They did not wish to change their precisely calculated velocity vector, so the push to take them outside the Have-It-All’s airlock was a gentle one. Sinara, Torran, and Teri drifted slowly away from the hull, keeping pace with it. The tiniest thrust from their suit jets could take them back into the air lock.

And then that was no longer true. The Have-It-All was gliding ahead, increasing speed as though it intended to plunge into the broad disk of debris. Within half a minute, Sinara could see another change. The ship was turning, thrusting itself away from the dangerous whirlpool and beginning the long drive out to and around the far-off bulk of the gas-giant M-2. She watched the pale-blue exhaust of relativistic particles until the wake of the Have-It-All’s drive faded to nothing against the background of stars.

She, Teri, and Torran hovered in space with only each other for company. Except that they were not hovering. They were heading for the danger zone of Marglot’s remains, a kilometer closer every few seconds.

Inside a ship you could feel a sense of security, no matter how threatening the situation.
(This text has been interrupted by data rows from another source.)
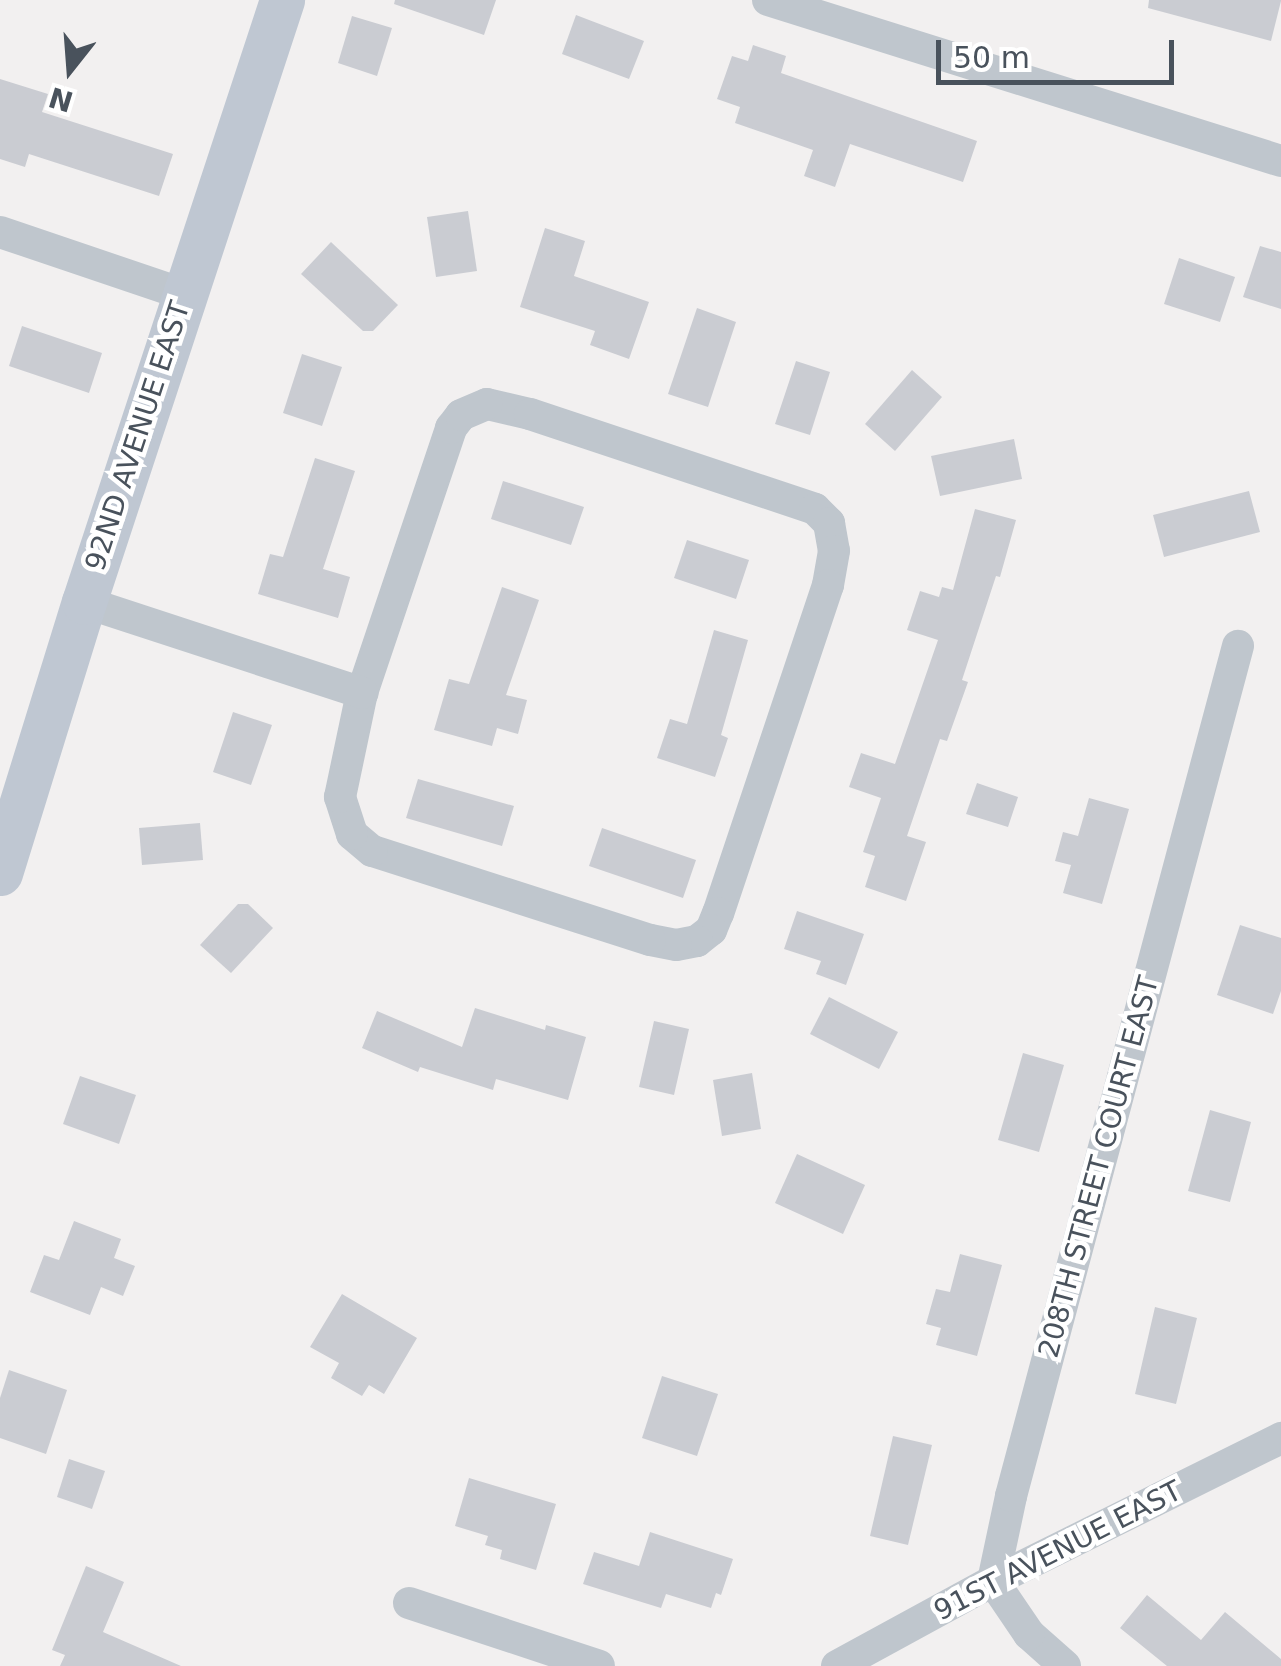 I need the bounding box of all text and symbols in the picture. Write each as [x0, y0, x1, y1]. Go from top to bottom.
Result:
north arrow [20, 20, 120, 120]
scale bar [941, 20, 1178, 82]
text: 50 m [953, 40, 1030, 75]
text: N [45, 80, 77, 118]
street label: 92ND AVENUE EAST [79, 297, 197, 575]
street label: 208TH STREET COURT EAST [1032, 973, 1166, 1361]
street label: 91ST AVENUE EAST [929, 1474, 1187, 1628] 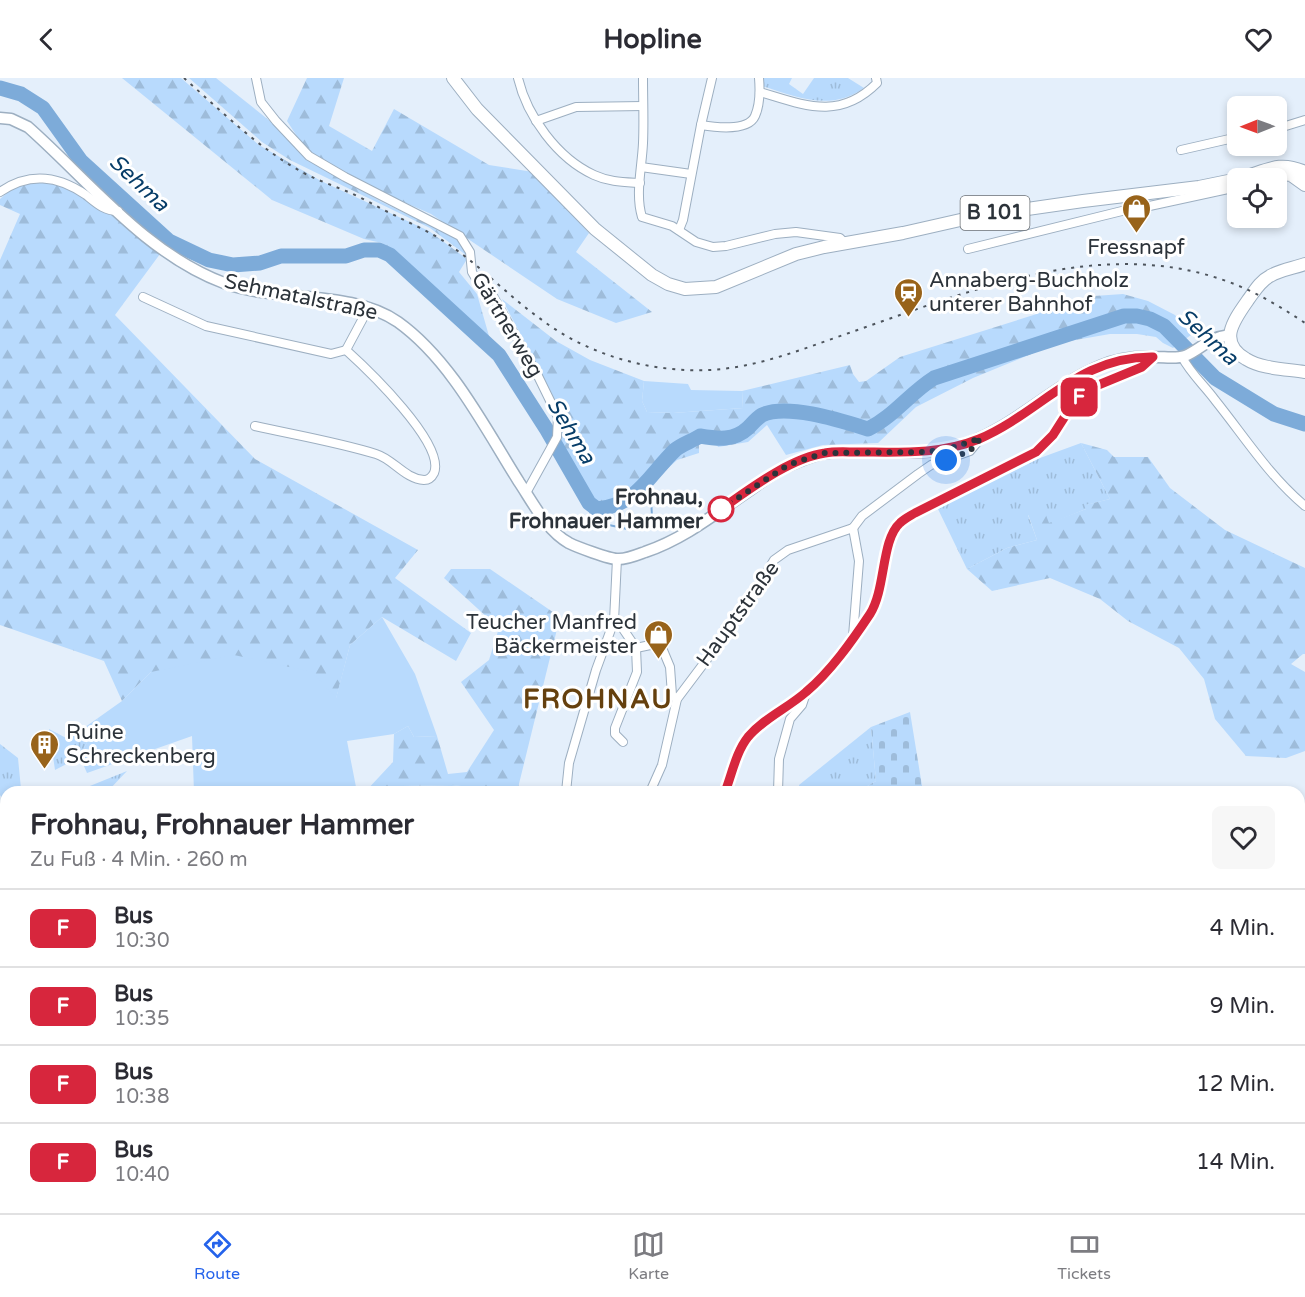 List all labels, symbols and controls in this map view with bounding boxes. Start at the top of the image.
icon: back [30,23,63,56]
text: Hopline [603,23,702,56]
icon: heart [1242,23,1275,56]
north arrow [1227,96,1287,156]
map controls [1227,96,1287,228]
water label: Sehma [104,149,175,217]
button: locate [1227,168,1287,228]
shop icon: Fressnapf [1120,192,1152,234]
road number: B 101 [960,196,1030,230]
place label: Fressnapf [1087,235,1185,260]
street label: Gärtnerweg [466,268,548,382]
place label: Annaberg-Buchholz unterer Bahnhof [929,268,1129,317]
street label: Sehmatalstraße [222,269,380,325]
station icon: Annaberg-Buchholz unterer Bahnhof [892,276,924,318]
water label: Sehma [1173,303,1244,371]
line badge: F [1060,378,1098,416]
text: F [1073,385,1085,410]
water label: Sehma [541,393,601,469]
your location [931,445,961,475]
place label: Frohnau, Frohnauer Hammer [509,485,704,534]
marker: Frohnau, Frohnauer Hammer [708,496,734,522]
street label: Hauptstraße [691,556,785,672]
place label: Teucher Manfred Bäckermeister [466,610,637,659]
shop icon: Teucher Manfred Bäckermeister [642,618,674,660]
district label: FROHNAU [523,683,673,716]
place label: Ruine Schreckenberg [66,720,216,769]
building icon: Ruine Schreckenberg [29,728,61,770]
button: heart [1212,806,1275,869]
text: Frohnau, Frohnauer Hammer [30,808,414,842]
text: Zu Fuß · 4 Min. · 260 m [30,848,248,872]
text: Bus [114,903,153,929]
text: 4 Min. [1210,915,1275,941]
text: F [57,916,69,941]
text: 10:30 [114,929,169,953]
text: Bus [114,981,153,1007]
text: 9 Min. [1210,993,1275,1019]
text: F [57,994,69,1019]
text: 10:35 [114,1007,169,1031]
text: Bus [114,1059,153,1085]
text: 12 Min. [1196,1071,1275,1097]
text: F [57,1072,69,1097]
text: 10:38 [114,1085,169,1109]
text: Bus [114,1137,153,1163]
text: 14 Min. [1196,1149,1275,1175]
text: F [57,1150,69,1175]
text: 10:40 [114,1163,169,1187]
tab: Route [194,1228,240,1284]
tab: Karte [628,1228,669,1284]
tab: Tickets [1057,1228,1111,1284] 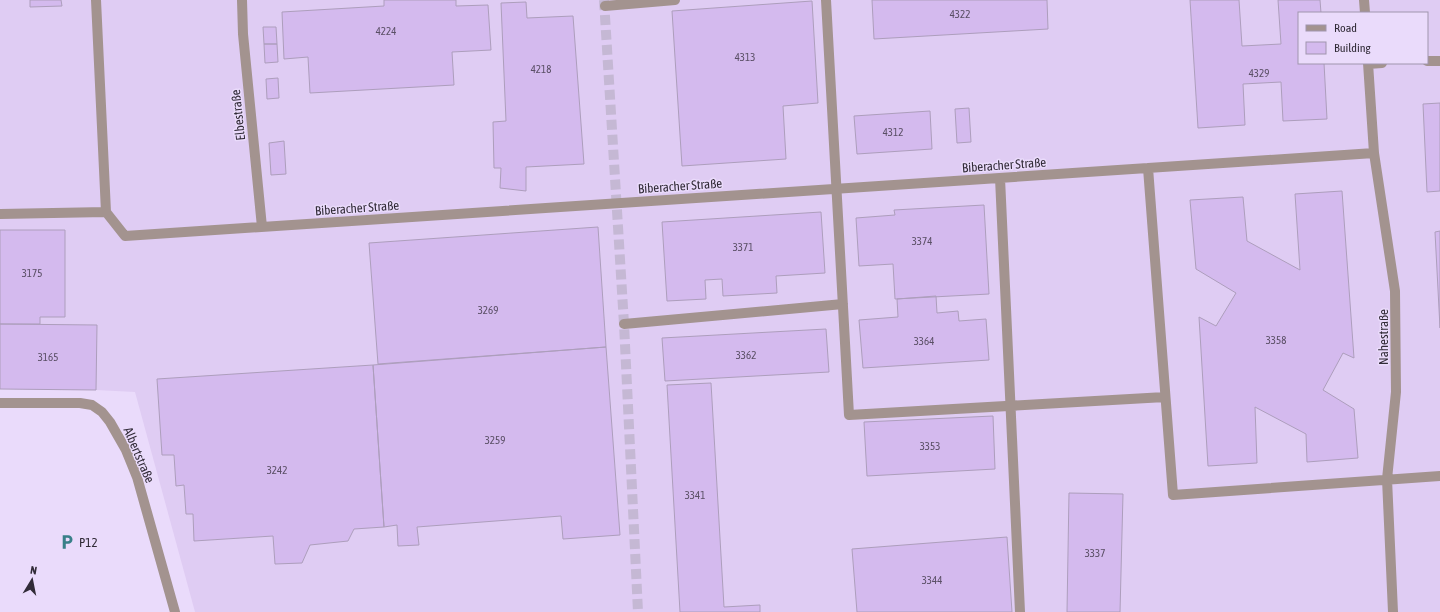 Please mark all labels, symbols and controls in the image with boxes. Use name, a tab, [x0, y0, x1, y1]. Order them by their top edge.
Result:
house number: 4322	[950, 8, 970, 20]
legend	[1298, 12, 1428, 64]
text: Road	[1334, 21, 1357, 35]
house number: 4224	[376, 25, 396, 37]
text: Building	[1334, 41, 1372, 55]
house number: 4313	[735, 51, 755, 63]
house number: 4218	[531, 63, 551, 75]
house number: 4329	[1249, 67, 1269, 79]
street label: Elbestraße	[228, 89, 248, 141]
house number: 4312	[883, 126, 903, 138]
street label: Biberacher Straße	[961, 155, 1047, 175]
street label: Biberacher Straße	[637, 176, 723, 196]
street label: Biberacher Straße	[314, 198, 400, 218]
house number: 3374	[912, 235, 932, 247]
house number: 3371	[733, 241, 753, 253]
house number: 3175	[22, 267, 42, 279]
house number: 3269	[478, 304, 498, 316]
street label: Nahestraße	[1376, 309, 1391, 365]
house number: 3358	[1266, 334, 1286, 346]
house number: 3364	[914, 335, 934, 347]
house number: 3362	[736, 349, 756, 361]
house number: 3165	[38, 351, 58, 363]
street label: Albertstraße	[121, 425, 158, 485]
house number: 3259	[485, 434, 505, 446]
house number: 3353	[920, 440, 940, 452]
house number: 3242	[267, 464, 287, 476]
house number: 3341	[685, 489, 705, 501]
parking icon: P12	[58, 533, 76, 551]
place label: P12	[79, 535, 98, 550]
house number: 3337	[1085, 547, 1105, 559]
north arrow	[12, 560, 52, 600]
text: N	[29, 564, 38, 577]
house number: 3344	[922, 574, 942, 586]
You were surrounded by older people, experienced people who had seen a thousand dangers and found a way to live through them. That sense of security, false as it may have been, vanished when you had no protection but your suit and were exposed to the enormous openness that made up even the smallest planetary system.

As they approached the whirlpool of matter that had once been Marglot, Sinara’s feeling of discomfort increased. She steered her suit close to Torran and Teri, and noticed they were edging toward her.

“Still a long way to go.” Teri’s voice came over the suit radio. “Two and a half thousand kilometers to the nearest piece with a long-range radar reflectance. Seventeen thousand to Ben, according to his beacon.”

That was half a day’s journey, given the slow speed at which they were closing in on him. Their suits could pick up his distress beacon, but not his vital indicators. The Have-It-All, despite its distance, could monitor those, and Sinara had access to that information if she wanted it. She did not ask. Nor, she noticed, did Teri or Torran.

Half a day’s journey, but not a second of it in which they could afford to relax. Sinara had proof of that when her suit’s collision avoidance radar gave a loud beep and a great boulder rushed silently past. It appeared and disappeared so fast that her eyes scarcely had time to register its presence.

“I guess I was an optimist.” If Teri felt nervous, she hid it well. “The belt of debris is wider than I thought, and our long-distance radar registers only big fragments. Some of the really huge lumps in the belt must still be colliding and fragmenting and ejecting parts of themselves. Look out! Here’s another!”

This one was smaller, but Sinara saw it coming. She had time for a sudden spurt to the right, placing herself well out of harm’s way.

“Seems as though Julian Graves was right.” Teri had made the same sideways jump. “If we were as big and massive as the Have-It-All, that lump of rock wouldn’t have missed.”

“It wouldn’t have hit you,” Torran said. “It would have cleared you by at least ten meters. We don’t want to go hopping around if we can avoid it. We could lose our original velocity vector.”

“It wouldn’t matter. We can pick up the signal from Ben’s suit, and home in on that.”

“Not if it cuts off, we can’t.”

That had unpleasant implications which Torran did not need to spell out. Ben’s suit had ample power for the distress beacon. The signal would be lost only if the suit itself was damaged by impact. Ben’s chances of surviving in that case were slight.

Torran said suddenly, “Something’s wrong. My inertial guidance system shows me shifting away to the right.”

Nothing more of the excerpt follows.